Lisa curls her lip, disgusted by my desperation. “We’ll figure it out, Brett.” She waits for Jen and Lauren to turn their attention back to the production packet. What the fuck? she mouths, jerking her head in their direction. I exaggerate my shrug to show I’m just as baffled as she is. Lisa rolls her eyes and mouths Fuck my life, both because she is almost fifty and doesn’t realize that no one is saying that anymore and because what’s my problem is Jesse’s problem is Lisa’s problem. That’s always the way it’s been. So why does this time feel different?





CHAPTER 4




* * *



Stephanie

“When I was sixteen, I entered an essay-writing contest at a major women’s magazine and won. In the contest’s half-century history, I was the youngest woman ever to take home the honor. You have a voice beyond your years, the editor in chief told me in a handwritten note, and because of that we are willing to bend the rules for you. I had lied about my age on the application form. Contestants had to be eighteen to enter. To this day I keep that note in my top desk drawer, reading it whenever my confidence wavers. It’s a reminder that I once believed in myself so much that I, Stephanie Simmons, broke a rule.

“There were prizes. Publication, of course. Five thousand dollars, though that was incidental. I would have left all of it on the table for the trip into the city to meet with a literary agent. Mary Shelley began writing Frankenstein before she turned twenty. S. E. Hinton published The Outsiders when she was just sixteen. I had the first two chapters of my novel already drafted and an outline of the rest, and I planned on not just meeting with Ellen Leibowitz of the Ellen Leibowitz Agency to find out how the publishing world worked, but on pitching her and leaving with representation.

“?‘We’ll make a day out of it!’ my mother exclaimed after reading the letter from the editor in chief. Breakfast at the Plaza. Shopping at Bloomingdale’s. She would get a manicure while I was no doubt signing with the Ellen Leibowitz Literary Agency on Lexington Avenue (‘Lexington Avenue is a very upscale street,’ my mother said with authority when she looked up the address on the Internet.) We’d end the day with a celebratory drink at The Ritz Carlton in Battery Park, watching an orange sun glaze the Hudson. I would order an iced tea and my mother a glass of champagne, and when the bartender wasn’t looking, we’d swap. ‘Oh, Stephanie,’ my mother said, pinning the letter to the refrigerator with a magnet from Baltusrol Golf Club (I was a single-digit handicap by the time I entered high school). ‘Aren’t you so proud of yourself?’ Her blue eyes brimmed with tears, the effect infuriating and depleting all at once. Let me have this, I remember thinking, incapable of parsing what I wanted more: to break something or to sleep.

“I understand my anger and my exhaustion now. As a child, my mother was constantly asking me to perform for her, to reassure her that I was doing well, that I was thriving, that I was happy.
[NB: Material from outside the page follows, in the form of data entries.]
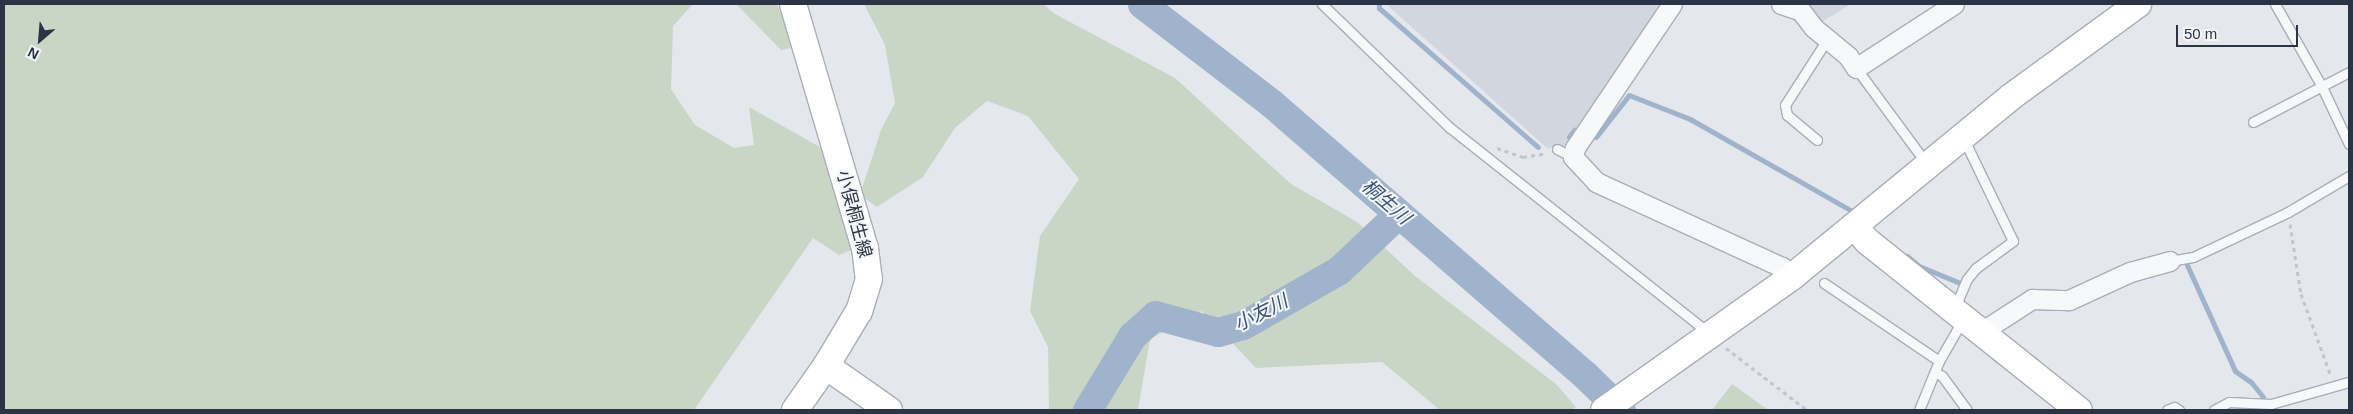 <!DOCTYPE html>
<html>
<head>
<meta charset="utf-8">
<style>
  body { margin:0 }
  #map { position:relative; width:2353px; height:414px; overflow:hidden; background:#e4e7ec; font-family:Helvetica,"Noto Sans JP",sans-serif }
  div>[style] { position:absolute }
  .built>* { inset:0; background:#d2d6de }
  .green>* { inset:0; background:#c9d6c5 }
  .stream>* { height:5px; margin:-2.5px; padding:0 2.5px; transform-origin:2.5px; border-radius:2.5px; background:#9fb4cc }
  .river>* { height:29px; margin:-14.5px; padding:0 14.5px; transform-origin:14.5px; border-radius:14.5px; background:#9fb4cc }
  .path>* { height:3px; margin-top:-1.5px; transform-origin:0; background:repeating-linear-gradient(90deg,#c2c5cb 0 4px,transparent 0 8px) }
  .roads { filter:drop-shadow(1px 0 #a9aeb7) drop-shadow(-1px 0 #a9aeb7) drop-shadow(0 1px #a9aeb7) drop-shadow(0 -1px #a9aeb7) }
  .lane>* { height:9px; margin:-4.5px; padding:0 4.5px; transform-origin:4.5px; border-radius:4.5px; background:#f7f8fa }
  .street>* { height:19px; margin:-9.5px; padding:0 9.5px; transform-origin:9.5px; border-radius:9.5px; background:#f7f8fa }
  .secondary>* { height:26px; margin:-13px; padding:0 13px; transform-origin:13px; border-radius:13px; background:#fff }
  span { translate:-50% -50%; white-space:nowrap; text-align:center; line-height:1.15; -webkit-text-stroke:4px #f4f6f9; paint-order:stroke }
  .street-label { font-size:18px; color:#2b3445 }
  .water-label { font-size:19px; color:#34527a; font-style:italic }
  .frame { position:absolute; inset:0; border:5px solid #2b3445; pointer-events:none }
  .north { position:absolute; left:15px; top:15px; width:50px; height:50px; -webkit-text-stroke:4px #f4f6f9; paint-order:stroke; rotate:207deg; font-size:14px; font-weight:700; line-height:20px; text-align:center; color:#2b3445 }
  .north::after { content:''; display:block; margin:auto; width:18px; height:22px; background:#2b3445; clip-path:polygon(50% 0,100% 100%,50% 72%,0 100%) }
  .scale { position:absolute; left:2176px; top:25px; width:122px; height:22px; box-sizing:border-box; border:2px solid #2b3445; border-top:0; padding-left:6px; font-size:15px; line-height:18px; white-space:nowrap; color:#2b3445; -webkit-text-stroke:4px #f4f6f9; paint-order:stroke }
</style>
</head>
<body>
<div id="map">
  <div class="built">
    <i style="clip-path:polygon(1386px 4px,1660px 4px,1564px 146px,1547px 148px)"></i>
    <i style="clip-path:polygon(1799px 4px,1851px 4px,1820px 23px)"></i>
  </div>
  <div class="green">
    <i style="clip-path:polygon(4px 4px,693px 4px,673px 26px,671px 89px,695px 125px,734px 148px,754px 145px,749px 107px,825px 150px,854px 249px,839px 255px,813px 238px,694px 410px,4px 410px)"></i>
    <i style="clip-path:polygon(736px 4px,777px 4px,795px 47px,781px 50px)"></i>
    <i style="clip-path:polygon(864px 4px,1043px 4px,1055px 14px,1175px 78px,1291px 184px,1357px 222px,1415px 276px,1556px 384px,1576px 407px,1571px 410px,1440px 410px,1382px 362px,1256px 368px,1202px 311px,1150px 339px,1138px 410px,1049px 410px,1048px 347px,1030px 311px,1040px 236px,1079px 179px,1028px 116px,987px 101px,955px 128px,923px 177px,877px 207px,860px 195px,881px 130px,895px 103px,885px 45px)"></i>
    <i style="clip-path:polygon(1732px 384px,1768px 410px,1712px 410px)"></i>
  </div>
  <div class="stream">
    <i style="left:1379px;top:4px;width:4px;rotate:90deg"></i>
    <i style="left:1379px;top:8px;width:211px;rotate:41.2deg"></i>
    <i style="left:1569px;top:137px;width:9px;rotate:-54deg"></i>
    <i style="left:1596px;top:137px;width:53px;rotate:-51.8deg"></i>
    <i style="left:1629px;top:95px;width:66px;rotate:21.5deg"></i>
    <i style="left:1690px;top:119px;width:189px;rotate:29.6deg"></i>
    <i style="left:1907px;top:256px;width:16px;rotate:40deg"></i>
    <i style="left:1919px;top:266px;width:44px;rotate:22.5deg"></i>
    <i style="left:2187px;top:265px;width:116px;rotate:65.6deg"></i>
    <i style="left:2235px;top:371px;width:19px;rotate:35deg"></i>
    <i style="left:2251px;top:382px;width:19px;rotate:51deg"></i>
  </div>
  <div class="river">
    <i style="left:1142px;top:4px;width:163px;rotate:37.5deg"></i>
    <i style="left:1271px;top:103px;width:415px;rotate:40.9deg"></i>
    <i style="left:1585px;top:375px;width:50px;rotate:44.2deg"></i>
    <i style="left:1087px;top:410px;width:87px;rotate:-58.7deg"></i>
    <i style="left:1132px;top:336px;width:31px;rotate:-42deg"></i>
    <i style="left:1155px;top:315px;width:65px;rotate:15.1deg"></i>
    <i style="left:1218px;top:332px;width:26px;rotate:-16deg"></i>
    <i style="left:1243px;top:325px;width:111px;rotate:-29.8deg"></i>
    <i style="left:1339px;top:270px;width:81px;rotate:-43.5deg"></i>
  </div>
  <div class="path">
    <i style="left:1497px;top:148px;width:28px;rotate:19deg"></i>
    <i style="left:1523px;top:157px;width:24px;rotate:-9deg"></i>
    <i style="left:2290px;top:224px;width:71px;rotate:81.1deg"></i>
    <i style="left:2301px;top:294px;width:87px;rotate:69.9deg"></i>
    <i style="left:1726px;top:348px;width:102px;rotate:37.4deg"></i>
  </div>
  <div class="roads">
    <div class="lane">
      <i style="left:1322px;top:4px;width:177px;rotate:44.1deg"></i>
      <i style="left:1449px;top:127px;width:330px;rotate:38.4deg"></i>
      <i style="left:2275px;top:4px;width:93px;rotate:60.4deg"></i>
      <i style="left:2321px;top:85px;width:65px;rotate:64.6deg"></i>
      <i style="left:1856px;top:68px;width:118px;rotate:53.6deg"></i>
      <i style="left:2253px;top:122px;width:108px;rotate:-27.5deg"></i>
      <i style="left:1817px;top:140px;width:39px;rotate:-140deg"></i>
      <i style="left:1787px;top:115px;width:10px;rotate:-101deg"></i>
      <i style="left:1785px;top:105px;width:80px;rotate:-57.3deg"></i>
      <i style="left:1557px;top:149px;width:18px;rotate:27deg"></i>
      <i style="left:2170px;top:261px;width:23px;rotate:-10deg"></i>
      <i style="left:2193px;top:257px;width:105px;rotate:-25.3deg"></i>
      <i style="left:2288px;top:212px;width:71px;rotate:-30.5deg"></i>
      <i style="left:1824px;top:283px;width:139px;rotate:34.1deg"></i>
      <i style="left:1955px;top:307px;width:30px;rotate:-67deg"></i>
      <i style="left:1967px;top:279px;width:14px;rotate:-51deg"></i>
      <i style="left:1976px;top:268px;width:46px;rotate:-36.1deg"></i>
      <i style="left:2013px;top:241px;width:103px;rotate:-115.8deg"></i>
      <i style="left:1968px;top:148px;width:11px;rotate:-135deg"></i>
      <i style="left:1937px;top:373px;width:6px;rotate:31deg"></i>
      <i style="left:1942px;top:376px;width:42px;rotate:53.7deg"></i>
      <i style="left:1919px;top:410px;width:53px;rotate:-67.8deg"></i>
      <i style="left:1939px;top:361px;width:46px;rotate:-60.1deg"></i>
      <i style="left:2167px;top:410px;width:8px;rotate:-23deg"></i>
      <i style="left:2174px;top:407px;width:6px;rotate:31deg"></i>
      <i style="left:2214px;top:410px;width:17px;rotate:-28deg"></i>
      <i style="left:2229px;top:402px;width:42px;rotate:2.7deg"></i>
      <i style="left:2271px;top:404px;width:81px;rotate:-15.8deg"></i>
    </div>
    <div class="street">
      <i style="left:1672px;top:4px;width:174px;rotate:124deg"></i>
      <i style="left:1575px;top:148px;width:9px;rotate:103deg"></i>
      <i style="left:1573px;top:157px;width:34px;rotate:47deg"></i>
      <i style="left:1596px;top:182px;width:205px;rotate:24.6deg"></i>
      <i style="left:1782px;top:267px;width:14px;rotate:39deg"></i>
      <i style="left:1781px;top:4px;width:21px;rotate:19deg"></i>
      <i style="left:1801px;top:11px;width:21px;rotate:53deg"></i>
      <i style="left:1814px;top:28px;width:44px;rotate:39.5deg"></i>
      <i style="left:1848px;top:56px;width:14px;rotate:56deg"></i>
      <i style="left:1856px;top:68px;width:117px;rotate:-33.1deg"></i>
      <i style="left:1981px;top:332px;width:61px;rotate:-32.9deg"></i>
      <i style="left:2032px;top:299px;width:37px;rotate:2deg"></i>
      <i style="left:2069px;top:300px;width:67px;rotate:-24.7deg"></i>
      <i style="left:2130px;top:272px;width:41px;rotate:-15.4deg"></i>
    </div>
    <div class="secondary">
      <i style="left:793px;top:4px;width:254px;rotate:73.6deg"></i>
      <i style="left:865px;top:248px;width:31px;rotate:83deg"></i>
      <i style="left:869px;top:279px;width:34px;rotate:107deg"></i>
      <i style="left:859px;top:311px;width:64px;rotate:121deg"></i>
      <i style="left:826px;top:366px;width:54px;rotate:125.2deg"></i>
      <i style="left:1854px;top:226px;width:20px;rotate:49deg"></i>
      <i style="left:1867px;top:241px;width:271px;rotate:38.6deg"></i>
      <i style="left:826px;top:366px;width:77px;rotate:34.9deg"></i>
      <i style="left:1604px;top:410px;width:232px;rotate:-35.3deg"></i>
      <i style="left:1793px;top:276px;width:283px;rotate:-39.4deg"></i>
      <i style="left:2012px;top:96px;width:156px;rotate:-36.1deg"></i>
    </div>
  </div>
  <div class="street-label">
    <span style="left:854px;top:214px;rotate:75deg">小俣桐生線</span>
  </div>
  <div class="water-label">
    <span style="left:1386px;top:202px;rotate:41deg">桐生川</span>
    <span style="left:1261px;top:313px;rotate:-27deg">小友川</span>
  </div>
  <div class="frame"></div>
  <div class="north">N</div>
  <div class="scale">50 m</div>
</div>
</body>
</html>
That she was a good mother and that she had made the right choice in adopting me, defying all those who counseled against it. She was single, they told her. She was fifty. She was white. Did she have any idea how much work it took to raise a child in a two-parent family? Sure, she could afford help, but wasn’t it a little bit cruel, wasn’t it a little bit selfish, to bring up a black girl in a town as homogeneous as Summit, New Jersey, just because she missed her window to have a baby of her own? My mother was married briefly in her thirties, the ink barely dry on her divorce papers before her own mother was diagnosed with an aggressive and intractable form of breast cancer. She put her life on hold—thirteen years of it—to take care of her mother, and her death left a void for a new dependent. She was volunteering at a women’s shelter when a counselor mentioned a friend’s troubled teenage daughter had gotten pregnant, and that the family was looking to put the baby up for adoption. ‘I didn’t care if you were black, white, green, or polka-dotted’, my mother told me the only time I asked her why I didn’t look like her. ‘I wanted you.’ It was the closest we ever got to acknowledging my race.